|This photo from today's press conference really tells it all. The Dodgers and Mattingly appear to not be close to an agreement. (photo by Nick Ut/AP)|
Monday, October 21, 2013
It Appears that the Dodger Managerial Position is Up in the Air
"This has been a frustrating, tough year, honestly," he said. "You come in basically as a lame duck manager, and with the payroll and the guys you have, you make it tough in the clubhouse, put me in a spot where you're basically trying out, auditioning. Can you manage or not manage? To me we're three years in. We're at the point where you know or you don't."
Mattingly's got a point. After three years, you can fish or cut bait. I like the man. He's a wonderful interview and about as nice a guy as you'll find in the game, but we saw how he was seriously lacking as a manager with in-game strategy. Don's rather predictable. He doesn't manage according to sabermetric guidelines. He loves the double switch. He's quick to give up outs, often setting up situations where the bat is removed from his best hitter via intentional walk. His handling of his bullpen is questionable. We've seen what he is as a field manager and I'm ready for the team to go in another direction. Jim Leyland is out there. What a find he would be.

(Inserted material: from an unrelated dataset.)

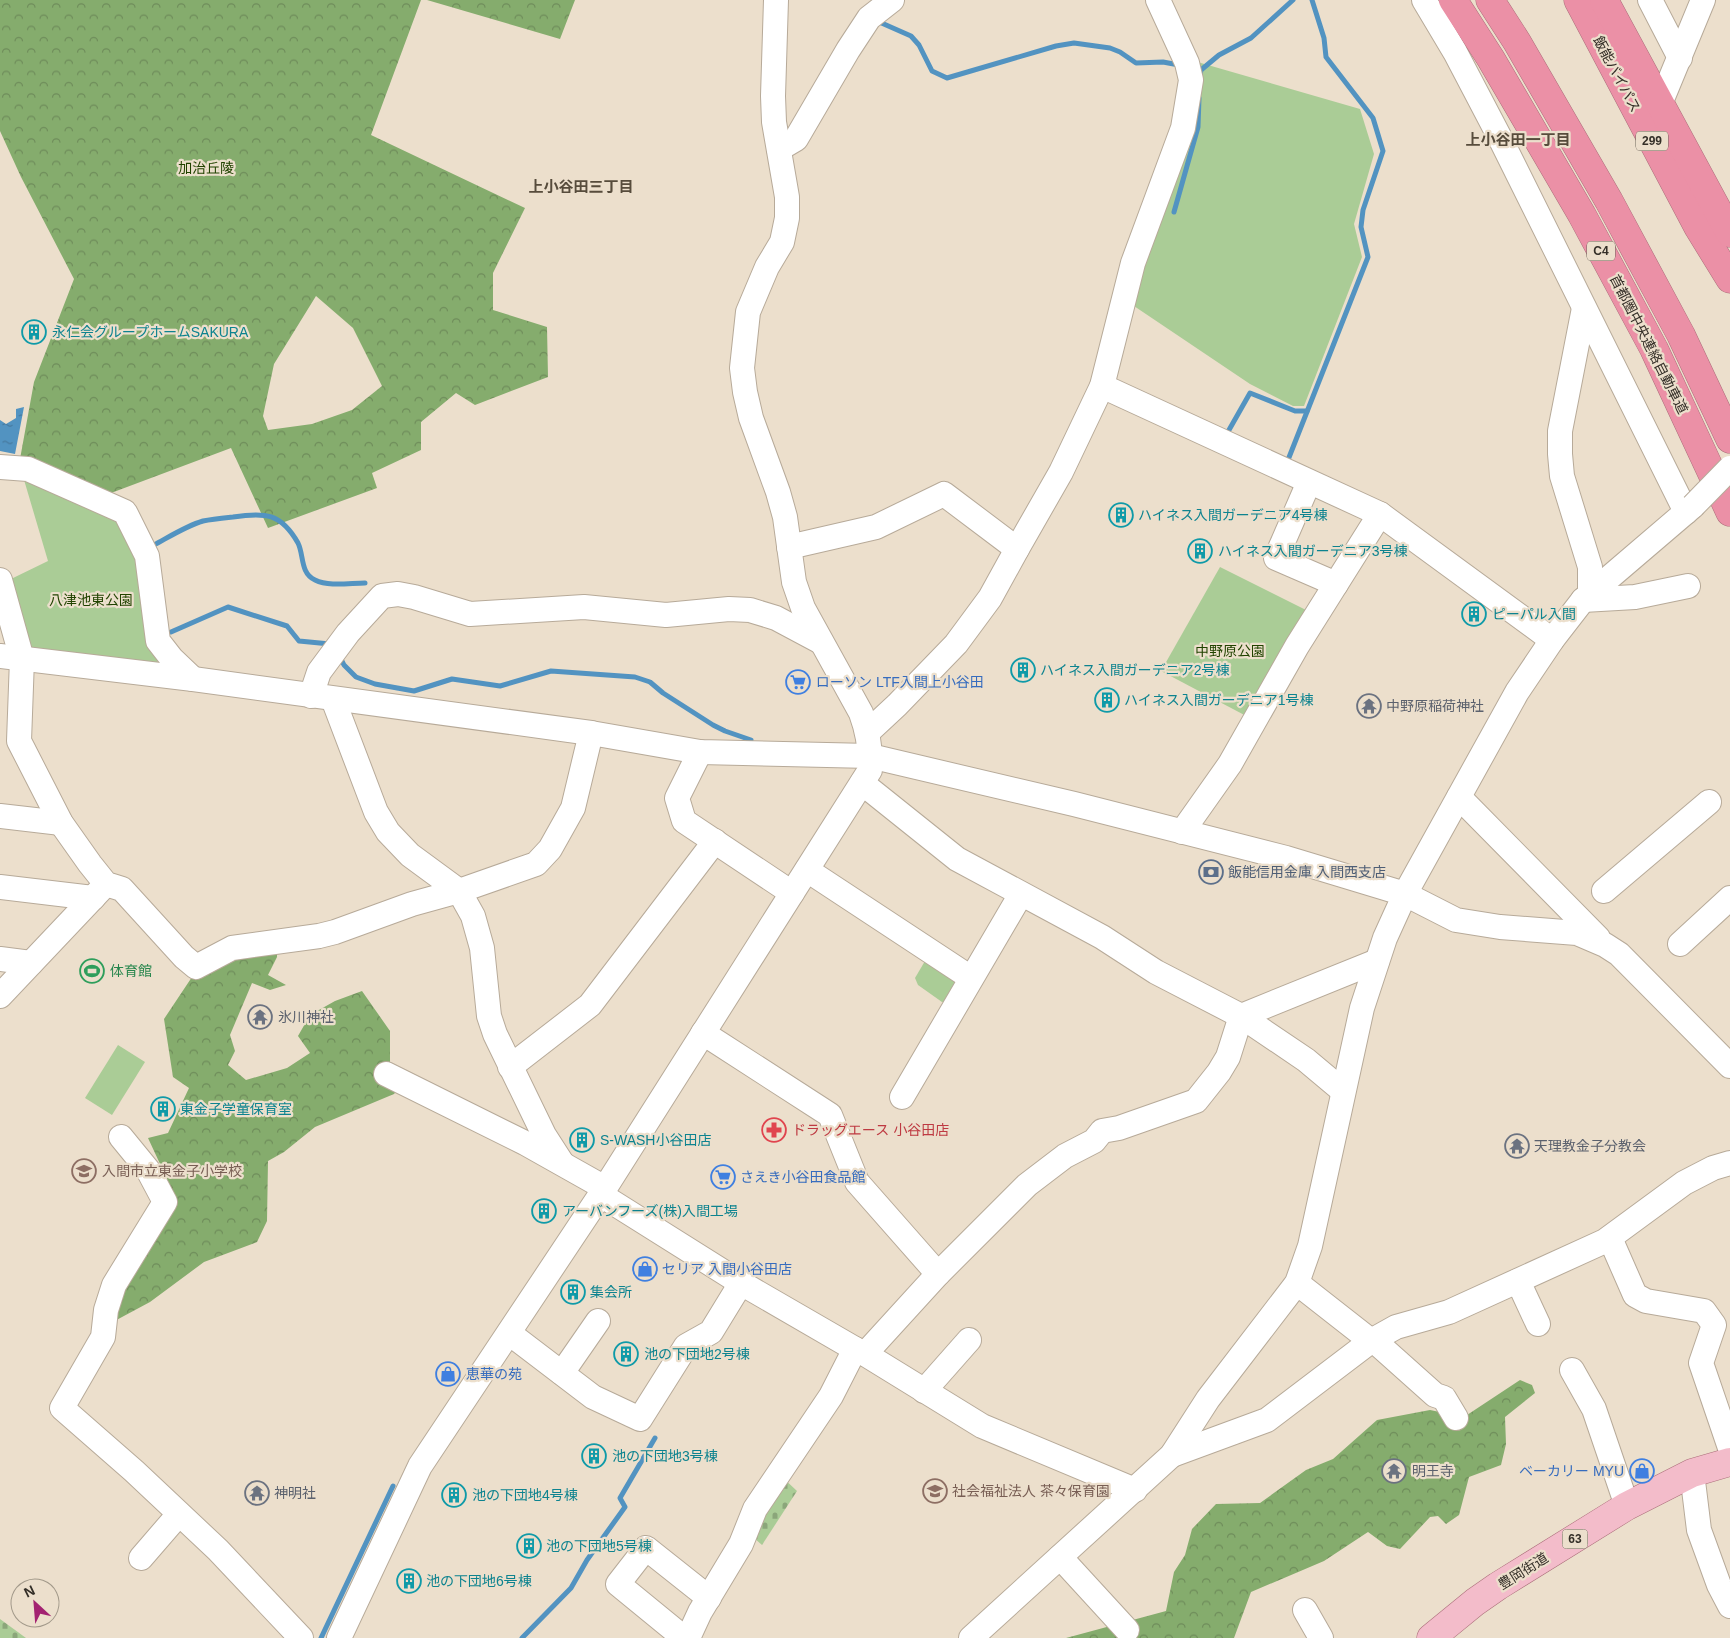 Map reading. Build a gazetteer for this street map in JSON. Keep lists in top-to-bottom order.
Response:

So that's where we are on this Monday after elimination Friday. Though Colletti said that the situation would be resolved soon, ("It's going to be resolved rather quickly," he said), it sure seemed strange that they went into this presser, knowing full well that questions about Mattingly's future would be asked and neither of them had a concrete answer on the subject.
The Dodgers will have organizational meetings the next five days. Maybe we'll get some answers during that time with regard to the field manager and the coaches. Several writers are speculating that Mattingly is as good as gone and that his comments will be found as offensive to the Dodgers ownership group. With Managerial openings in Washington, Cincinnati and Detroit, all locations close to Mattingly Evansville, Indiana home, maybe he believes he can land a position somewhere closer to his roots and family.
"I don't want to be anywhere I'm not wanted," he said today. Those words can't be well received by Stan Kasten and the Guggenheim Group.
Alexander Guerrero, the Cuban infielder who was rumored twice before to have signed with the Dodgers a few months back appears to officially now have inked a deal with Los Angeles. It is reported to be a 4-year pact for $28 million that can actually earn him $32 million if incentives are reached. Represented by Scott Boras, the superstar agent has ensured that Guerrero will be 31 years old when he reaches free-agency, and ideal situation for him if he excels as expected.
Guerrero is a power hitting infielder that had been blackballed from the Cuban national team since it was suspected that he wanted to defect. Working out at the Campo Las Palmas facility the Dodgers have in the Dominican Republic, the Cuban refugee accepted the Dodger's offer over those from other suiters.
Scouts question his arm and whether it is strong enough for the shortstop position at the major league level, but few question if he can handle second base. Guerrero is slated to play winter ball this off-season, probably in the Dominican, as no hint has been made that he'd head over to Arizona for the Fall League. Geuerrero turns 27 years old this December, so his baseball development is beyond the raw skills that we all experienced watching with Yasiel Puig this past year.
The signing of Guerrero does not completely doom Mark Ellis' future with the Dodgers. Ellis' option is for $5.5 million this next season. The Dodgers just may re-sign him and allow him to battle Guerrero for the position. We all know the solid defense second baseman Ellis is. Perhaps the Dodgers are keen on having both players in the roster next season.